╔══
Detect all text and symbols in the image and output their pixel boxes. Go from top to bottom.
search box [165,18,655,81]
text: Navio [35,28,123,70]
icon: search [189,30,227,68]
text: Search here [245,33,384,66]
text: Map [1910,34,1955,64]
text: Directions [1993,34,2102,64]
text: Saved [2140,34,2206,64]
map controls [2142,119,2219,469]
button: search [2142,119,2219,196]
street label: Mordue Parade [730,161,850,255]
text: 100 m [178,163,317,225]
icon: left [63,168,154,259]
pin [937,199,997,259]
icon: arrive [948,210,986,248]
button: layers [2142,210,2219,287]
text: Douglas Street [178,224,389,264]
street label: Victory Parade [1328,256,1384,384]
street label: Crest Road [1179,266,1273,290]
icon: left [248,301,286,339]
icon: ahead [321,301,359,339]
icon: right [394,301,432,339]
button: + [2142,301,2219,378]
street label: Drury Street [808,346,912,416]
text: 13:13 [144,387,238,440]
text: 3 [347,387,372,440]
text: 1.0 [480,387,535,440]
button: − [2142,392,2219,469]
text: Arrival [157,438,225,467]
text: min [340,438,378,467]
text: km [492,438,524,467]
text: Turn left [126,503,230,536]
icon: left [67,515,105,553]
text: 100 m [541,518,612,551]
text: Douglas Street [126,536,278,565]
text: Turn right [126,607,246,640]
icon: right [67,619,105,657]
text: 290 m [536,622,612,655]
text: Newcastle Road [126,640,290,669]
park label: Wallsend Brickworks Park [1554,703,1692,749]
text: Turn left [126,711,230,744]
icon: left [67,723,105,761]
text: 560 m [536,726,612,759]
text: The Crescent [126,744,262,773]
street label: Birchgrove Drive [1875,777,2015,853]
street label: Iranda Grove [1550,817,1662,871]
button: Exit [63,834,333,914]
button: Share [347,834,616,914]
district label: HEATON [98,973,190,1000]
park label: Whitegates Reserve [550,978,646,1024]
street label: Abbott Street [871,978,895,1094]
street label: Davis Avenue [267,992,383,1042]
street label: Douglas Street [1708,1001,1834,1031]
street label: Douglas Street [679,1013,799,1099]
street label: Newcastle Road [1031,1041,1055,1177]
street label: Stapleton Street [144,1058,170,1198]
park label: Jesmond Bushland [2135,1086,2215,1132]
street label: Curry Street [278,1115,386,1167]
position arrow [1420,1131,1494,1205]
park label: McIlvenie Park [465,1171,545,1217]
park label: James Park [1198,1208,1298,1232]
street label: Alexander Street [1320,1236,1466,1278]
╚══
◆ **Task description**: Repeat the entries word for word. Skip none of them.

◆ **Output of the task**:
Detect all text and symbols in the image and output their pixel boxes. Go from top to bottom.
search box [165,18,655,81]
text: Navio [35,28,123,70]
icon: search [189,30,227,68]
text: Search here [245,33,384,66]
text: Map [1910,34,1955,64]
text: Directions [1993,34,2102,64]
text: Saved [2140,34,2206,64]
map controls [2142,119,2219,469]
button: search [2142,119,2219,196]
street label: Mordue Parade [730,161,850,255]
text: 100 m [178,163,317,225]
icon: left [63,168,154,259]
pin [937,199,997,259]
icon: arrive [948,210,986,248]
button: layers [2142,210,2219,287]
text: Douglas Street [178,224,389,264]
street label: Victory Parade [1328,256,1384,384]
street label: Crest Road [1179,266,1273,290]
icon: left [248,301,286,339]
icon: ahead [321,301,359,339]
icon: right [394,301,432,339]
button: + [2142,301,2219,378]
street label: Drury Street [808,346,912,416]
text: 13:13 [144,387,238,440]
text: 3 [347,387,372,440]
text: 1.0 [480,387,535,440]
button: − [2142,392,2219,469]
text: Arrival [157,438,225,467]
text: min [340,438,378,467]
text: km [492,438,524,467]
text: Turn left [126,503,230,536]
icon: left [67,515,105,553]
text: 100 m [541,518,612,551]
text: Douglas Street [126,536,278,565]
text: Turn right [126,607,246,640]
icon: right [67,619,105,657]
text: 290 m [536,622,612,655]
text: Newcastle Road [126,640,290,669]
park label: Wallsend Brickworks Park [1554,703,1692,749]
text: Turn left [126,711,230,744]
icon: left [67,723,105,761]
text: 560 m [536,726,612,759]
text: The Crescent [126,744,262,773]
street label: Birchgrove Drive [1875,777,2015,853]
street label: Iranda Grove [1550,817,1662,871]
button: Exit [63,834,333,914]
button: Share [347,834,616,914]
district label: HEATON [98,973,190,1000]
park label: Whitegates Reserve [550,978,646,1024]
street label: Abbott Street [871,978,895,1094]
street label: Davis Avenue [267,992,383,1042]
street label: Douglas Street [1708,1001,1834,1031]
street label: Douglas Street [679,1013,799,1099]
street label: Newcastle Road [1031,1041,1055,1177]
street label: Stapleton Street [144,1058,170,1198]
park label: Jesmond Bushland [2135,1086,2215,1132]
street label: Curry Street [278,1115,386,1167]
position arrow [1420,1131,1494,1205]
park label: McIlvenie Park [465,1171,545,1217]
park label: James Park [1198,1208,1298,1232]
street label: Alexander Street [1320,1236,1466,1278]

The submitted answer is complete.